▸ **Aim of the task**
Copy all lines below that use the word "keys".

Start of Records supplied

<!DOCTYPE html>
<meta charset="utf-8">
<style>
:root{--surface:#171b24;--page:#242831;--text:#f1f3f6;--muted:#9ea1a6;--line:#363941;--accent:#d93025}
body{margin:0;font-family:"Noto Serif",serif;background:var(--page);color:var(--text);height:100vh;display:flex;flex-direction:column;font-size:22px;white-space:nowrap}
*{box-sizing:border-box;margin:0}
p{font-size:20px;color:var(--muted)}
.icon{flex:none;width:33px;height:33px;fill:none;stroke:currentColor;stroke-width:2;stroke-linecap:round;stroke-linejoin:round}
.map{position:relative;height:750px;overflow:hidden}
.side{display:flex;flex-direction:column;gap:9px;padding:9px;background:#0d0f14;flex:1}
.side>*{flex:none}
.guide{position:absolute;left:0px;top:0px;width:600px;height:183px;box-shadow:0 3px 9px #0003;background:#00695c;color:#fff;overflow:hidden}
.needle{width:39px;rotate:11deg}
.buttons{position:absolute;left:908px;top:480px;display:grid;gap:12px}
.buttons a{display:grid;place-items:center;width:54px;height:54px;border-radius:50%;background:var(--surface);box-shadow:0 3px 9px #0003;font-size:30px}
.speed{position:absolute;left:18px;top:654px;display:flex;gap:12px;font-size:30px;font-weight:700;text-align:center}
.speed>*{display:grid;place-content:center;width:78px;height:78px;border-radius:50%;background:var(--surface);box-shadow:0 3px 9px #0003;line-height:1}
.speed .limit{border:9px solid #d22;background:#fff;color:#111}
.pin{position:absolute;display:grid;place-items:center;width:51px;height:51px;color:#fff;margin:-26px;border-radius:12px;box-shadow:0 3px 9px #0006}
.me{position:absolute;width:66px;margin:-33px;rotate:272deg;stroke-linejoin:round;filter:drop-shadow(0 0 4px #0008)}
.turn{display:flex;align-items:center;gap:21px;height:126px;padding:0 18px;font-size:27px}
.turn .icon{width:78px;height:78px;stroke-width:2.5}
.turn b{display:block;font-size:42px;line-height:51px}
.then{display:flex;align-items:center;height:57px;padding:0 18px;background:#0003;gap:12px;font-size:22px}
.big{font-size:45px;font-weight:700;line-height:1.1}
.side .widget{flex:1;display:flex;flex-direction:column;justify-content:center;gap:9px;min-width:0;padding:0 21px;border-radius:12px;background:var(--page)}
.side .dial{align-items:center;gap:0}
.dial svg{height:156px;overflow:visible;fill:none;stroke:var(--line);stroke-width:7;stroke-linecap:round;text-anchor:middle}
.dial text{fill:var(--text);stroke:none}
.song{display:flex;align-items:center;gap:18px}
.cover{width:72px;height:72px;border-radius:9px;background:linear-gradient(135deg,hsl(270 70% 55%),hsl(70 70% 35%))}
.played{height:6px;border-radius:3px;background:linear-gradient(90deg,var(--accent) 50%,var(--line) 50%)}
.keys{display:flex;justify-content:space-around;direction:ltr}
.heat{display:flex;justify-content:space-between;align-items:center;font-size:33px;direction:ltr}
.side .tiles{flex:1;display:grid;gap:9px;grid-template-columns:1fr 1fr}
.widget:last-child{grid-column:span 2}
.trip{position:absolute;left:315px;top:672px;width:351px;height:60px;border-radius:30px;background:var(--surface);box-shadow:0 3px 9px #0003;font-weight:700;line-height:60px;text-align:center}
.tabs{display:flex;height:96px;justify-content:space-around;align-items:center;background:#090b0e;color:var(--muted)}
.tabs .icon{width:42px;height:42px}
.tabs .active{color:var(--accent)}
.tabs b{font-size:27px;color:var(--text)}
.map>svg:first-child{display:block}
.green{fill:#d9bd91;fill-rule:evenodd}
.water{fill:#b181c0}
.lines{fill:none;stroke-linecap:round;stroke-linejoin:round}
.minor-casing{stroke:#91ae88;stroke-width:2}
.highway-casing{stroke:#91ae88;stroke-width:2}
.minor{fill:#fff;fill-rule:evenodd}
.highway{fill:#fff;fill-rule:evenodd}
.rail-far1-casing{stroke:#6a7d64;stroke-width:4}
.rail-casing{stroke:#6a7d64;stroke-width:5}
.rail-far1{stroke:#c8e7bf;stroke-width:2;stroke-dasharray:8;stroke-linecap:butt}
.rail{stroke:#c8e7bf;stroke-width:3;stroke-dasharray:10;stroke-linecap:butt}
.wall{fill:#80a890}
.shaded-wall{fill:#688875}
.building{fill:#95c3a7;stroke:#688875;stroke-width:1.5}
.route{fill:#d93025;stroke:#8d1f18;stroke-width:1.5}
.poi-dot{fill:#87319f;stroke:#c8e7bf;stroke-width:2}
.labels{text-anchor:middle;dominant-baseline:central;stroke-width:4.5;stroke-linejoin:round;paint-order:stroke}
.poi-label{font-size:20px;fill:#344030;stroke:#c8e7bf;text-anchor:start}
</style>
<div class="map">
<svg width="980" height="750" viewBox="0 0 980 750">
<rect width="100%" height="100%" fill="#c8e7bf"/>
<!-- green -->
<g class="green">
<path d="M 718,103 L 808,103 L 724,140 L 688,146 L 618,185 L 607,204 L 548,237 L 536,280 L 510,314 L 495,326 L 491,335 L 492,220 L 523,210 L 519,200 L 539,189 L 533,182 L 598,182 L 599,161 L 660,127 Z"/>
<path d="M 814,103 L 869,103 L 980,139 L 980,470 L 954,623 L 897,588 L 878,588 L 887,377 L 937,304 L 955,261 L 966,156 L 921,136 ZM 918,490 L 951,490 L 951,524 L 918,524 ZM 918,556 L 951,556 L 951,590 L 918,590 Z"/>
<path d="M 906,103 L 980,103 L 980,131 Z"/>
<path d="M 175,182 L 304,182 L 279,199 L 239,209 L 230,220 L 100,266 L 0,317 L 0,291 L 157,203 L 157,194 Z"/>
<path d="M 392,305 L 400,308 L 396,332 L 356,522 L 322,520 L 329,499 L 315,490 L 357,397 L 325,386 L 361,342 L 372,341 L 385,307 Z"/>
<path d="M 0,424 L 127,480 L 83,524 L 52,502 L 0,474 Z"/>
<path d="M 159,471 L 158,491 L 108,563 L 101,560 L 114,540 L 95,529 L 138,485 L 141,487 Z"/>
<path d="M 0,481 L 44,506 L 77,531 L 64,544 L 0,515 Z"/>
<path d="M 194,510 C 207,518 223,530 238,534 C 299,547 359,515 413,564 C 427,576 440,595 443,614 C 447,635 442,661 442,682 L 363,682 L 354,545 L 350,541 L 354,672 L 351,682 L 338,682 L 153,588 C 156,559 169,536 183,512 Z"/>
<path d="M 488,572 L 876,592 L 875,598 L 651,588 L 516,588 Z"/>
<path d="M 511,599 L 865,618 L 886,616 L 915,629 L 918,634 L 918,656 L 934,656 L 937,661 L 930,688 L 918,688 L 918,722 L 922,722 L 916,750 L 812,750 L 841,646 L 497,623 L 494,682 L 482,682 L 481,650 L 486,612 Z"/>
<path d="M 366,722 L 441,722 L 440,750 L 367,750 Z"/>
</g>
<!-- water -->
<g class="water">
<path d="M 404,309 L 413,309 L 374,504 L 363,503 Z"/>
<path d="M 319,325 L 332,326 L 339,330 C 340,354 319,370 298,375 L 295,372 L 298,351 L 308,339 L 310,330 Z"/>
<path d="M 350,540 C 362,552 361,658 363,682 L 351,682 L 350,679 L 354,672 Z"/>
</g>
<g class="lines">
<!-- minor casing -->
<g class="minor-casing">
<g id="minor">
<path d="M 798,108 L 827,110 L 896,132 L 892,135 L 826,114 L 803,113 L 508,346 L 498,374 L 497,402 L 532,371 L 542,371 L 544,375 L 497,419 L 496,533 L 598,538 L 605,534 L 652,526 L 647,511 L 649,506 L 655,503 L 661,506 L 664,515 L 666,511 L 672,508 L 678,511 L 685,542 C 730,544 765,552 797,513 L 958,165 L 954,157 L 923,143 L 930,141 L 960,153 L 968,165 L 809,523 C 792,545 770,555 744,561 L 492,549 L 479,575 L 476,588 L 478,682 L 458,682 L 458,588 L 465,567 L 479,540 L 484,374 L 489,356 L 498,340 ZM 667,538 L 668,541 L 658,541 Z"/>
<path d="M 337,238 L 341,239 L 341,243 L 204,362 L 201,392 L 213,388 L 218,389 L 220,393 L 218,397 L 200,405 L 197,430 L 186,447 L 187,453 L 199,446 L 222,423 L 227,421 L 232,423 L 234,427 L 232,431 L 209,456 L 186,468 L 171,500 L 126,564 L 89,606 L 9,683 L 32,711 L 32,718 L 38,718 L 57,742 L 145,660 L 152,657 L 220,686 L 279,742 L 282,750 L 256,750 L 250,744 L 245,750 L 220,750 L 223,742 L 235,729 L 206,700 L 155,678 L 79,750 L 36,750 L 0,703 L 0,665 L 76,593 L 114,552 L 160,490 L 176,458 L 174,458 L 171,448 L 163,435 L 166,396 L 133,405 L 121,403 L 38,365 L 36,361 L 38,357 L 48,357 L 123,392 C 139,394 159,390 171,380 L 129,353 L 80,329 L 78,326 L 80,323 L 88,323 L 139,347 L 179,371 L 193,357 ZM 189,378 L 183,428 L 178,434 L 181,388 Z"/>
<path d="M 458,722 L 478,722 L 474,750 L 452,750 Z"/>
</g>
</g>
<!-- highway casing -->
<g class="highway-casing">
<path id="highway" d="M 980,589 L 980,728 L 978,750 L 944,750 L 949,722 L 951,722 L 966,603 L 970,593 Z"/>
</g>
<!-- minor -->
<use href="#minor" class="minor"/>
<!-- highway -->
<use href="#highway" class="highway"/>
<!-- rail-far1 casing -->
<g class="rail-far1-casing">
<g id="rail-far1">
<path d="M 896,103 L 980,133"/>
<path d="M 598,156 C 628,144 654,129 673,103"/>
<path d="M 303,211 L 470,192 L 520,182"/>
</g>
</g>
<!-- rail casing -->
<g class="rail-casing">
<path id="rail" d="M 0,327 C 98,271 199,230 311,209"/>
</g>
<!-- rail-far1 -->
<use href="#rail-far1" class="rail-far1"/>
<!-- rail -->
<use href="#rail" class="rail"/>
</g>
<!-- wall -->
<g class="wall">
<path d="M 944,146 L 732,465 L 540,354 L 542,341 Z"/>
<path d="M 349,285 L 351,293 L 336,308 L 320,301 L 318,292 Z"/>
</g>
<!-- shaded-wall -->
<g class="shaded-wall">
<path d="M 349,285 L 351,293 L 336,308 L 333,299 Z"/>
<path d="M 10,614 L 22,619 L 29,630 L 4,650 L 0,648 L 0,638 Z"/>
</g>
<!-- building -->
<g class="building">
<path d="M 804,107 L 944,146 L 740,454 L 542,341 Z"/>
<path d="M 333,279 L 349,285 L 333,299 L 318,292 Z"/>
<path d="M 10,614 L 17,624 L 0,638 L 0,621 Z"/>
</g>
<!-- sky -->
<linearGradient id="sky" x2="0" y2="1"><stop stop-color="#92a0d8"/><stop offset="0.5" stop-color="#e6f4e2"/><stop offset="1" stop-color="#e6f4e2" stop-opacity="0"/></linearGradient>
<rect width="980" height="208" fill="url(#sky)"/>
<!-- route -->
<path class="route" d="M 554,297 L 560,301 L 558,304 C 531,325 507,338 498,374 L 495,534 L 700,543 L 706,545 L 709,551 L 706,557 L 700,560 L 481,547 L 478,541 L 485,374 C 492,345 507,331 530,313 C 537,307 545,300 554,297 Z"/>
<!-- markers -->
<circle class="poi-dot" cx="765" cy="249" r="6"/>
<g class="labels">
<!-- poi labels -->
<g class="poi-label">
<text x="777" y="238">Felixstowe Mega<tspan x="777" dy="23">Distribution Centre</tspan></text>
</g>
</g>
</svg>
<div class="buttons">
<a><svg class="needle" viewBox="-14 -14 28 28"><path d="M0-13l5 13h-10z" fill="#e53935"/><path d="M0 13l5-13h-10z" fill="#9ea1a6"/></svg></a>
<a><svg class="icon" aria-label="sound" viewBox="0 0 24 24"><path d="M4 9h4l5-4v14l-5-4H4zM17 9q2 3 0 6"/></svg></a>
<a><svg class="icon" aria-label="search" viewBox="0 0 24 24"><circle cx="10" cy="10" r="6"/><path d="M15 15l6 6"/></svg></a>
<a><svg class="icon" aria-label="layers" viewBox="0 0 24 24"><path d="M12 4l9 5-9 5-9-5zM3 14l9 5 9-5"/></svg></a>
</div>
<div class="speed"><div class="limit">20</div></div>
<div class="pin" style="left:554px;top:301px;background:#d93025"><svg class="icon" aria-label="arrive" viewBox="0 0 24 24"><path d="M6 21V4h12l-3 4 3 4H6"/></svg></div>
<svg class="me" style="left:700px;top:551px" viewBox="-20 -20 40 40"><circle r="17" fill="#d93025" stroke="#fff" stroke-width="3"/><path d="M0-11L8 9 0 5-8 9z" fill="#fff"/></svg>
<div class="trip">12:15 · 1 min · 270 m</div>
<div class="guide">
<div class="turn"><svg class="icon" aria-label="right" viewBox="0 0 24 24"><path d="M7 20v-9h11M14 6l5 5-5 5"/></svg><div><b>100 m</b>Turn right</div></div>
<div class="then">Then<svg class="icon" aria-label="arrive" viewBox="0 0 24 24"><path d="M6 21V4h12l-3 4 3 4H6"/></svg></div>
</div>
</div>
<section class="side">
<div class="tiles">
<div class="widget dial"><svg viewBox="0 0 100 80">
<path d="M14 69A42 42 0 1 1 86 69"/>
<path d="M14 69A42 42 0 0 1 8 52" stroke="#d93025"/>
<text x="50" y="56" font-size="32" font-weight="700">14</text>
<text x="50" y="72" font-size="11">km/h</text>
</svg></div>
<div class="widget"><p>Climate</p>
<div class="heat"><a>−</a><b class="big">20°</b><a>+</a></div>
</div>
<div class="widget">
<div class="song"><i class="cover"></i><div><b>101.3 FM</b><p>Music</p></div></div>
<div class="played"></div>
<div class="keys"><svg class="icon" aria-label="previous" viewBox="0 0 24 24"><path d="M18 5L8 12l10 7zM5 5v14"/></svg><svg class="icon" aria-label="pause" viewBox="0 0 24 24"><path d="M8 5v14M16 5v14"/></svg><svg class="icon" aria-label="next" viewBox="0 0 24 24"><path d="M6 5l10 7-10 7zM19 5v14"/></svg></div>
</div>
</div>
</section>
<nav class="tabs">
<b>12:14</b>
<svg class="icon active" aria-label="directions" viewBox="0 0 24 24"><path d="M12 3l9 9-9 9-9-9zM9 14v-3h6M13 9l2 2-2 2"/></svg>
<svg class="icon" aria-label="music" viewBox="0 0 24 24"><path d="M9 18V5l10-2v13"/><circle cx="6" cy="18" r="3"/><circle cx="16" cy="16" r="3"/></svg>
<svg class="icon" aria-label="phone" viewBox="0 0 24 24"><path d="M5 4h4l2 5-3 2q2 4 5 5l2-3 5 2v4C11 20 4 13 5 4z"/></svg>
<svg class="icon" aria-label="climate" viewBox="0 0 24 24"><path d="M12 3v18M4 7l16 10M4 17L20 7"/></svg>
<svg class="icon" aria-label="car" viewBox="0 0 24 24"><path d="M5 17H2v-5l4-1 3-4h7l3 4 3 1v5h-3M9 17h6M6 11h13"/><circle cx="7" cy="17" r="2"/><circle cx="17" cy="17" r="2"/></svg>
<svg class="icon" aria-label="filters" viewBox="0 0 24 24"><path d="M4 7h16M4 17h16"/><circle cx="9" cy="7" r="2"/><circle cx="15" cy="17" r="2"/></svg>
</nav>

End of Records supplied

▸ **Solution for this task**
.keys{display:flex;justify-content:space-around;direction:ltr}
<div class="keys"><svg class="icon" aria-label="previous" viewBox="0 0 24 24"><path d="M18 5L8 12l10 7zM5 5v14"/></svg><svg class="icon" aria-label="pause" viewBox="0 0 24 24"><path d="M8 5v14M16 5v14"/></svg><svg class="icon" aria-label="next" viewBox="0 0 24 24"><path d="M6 5l10 7-10 7zM19 5v14"/></svg></div>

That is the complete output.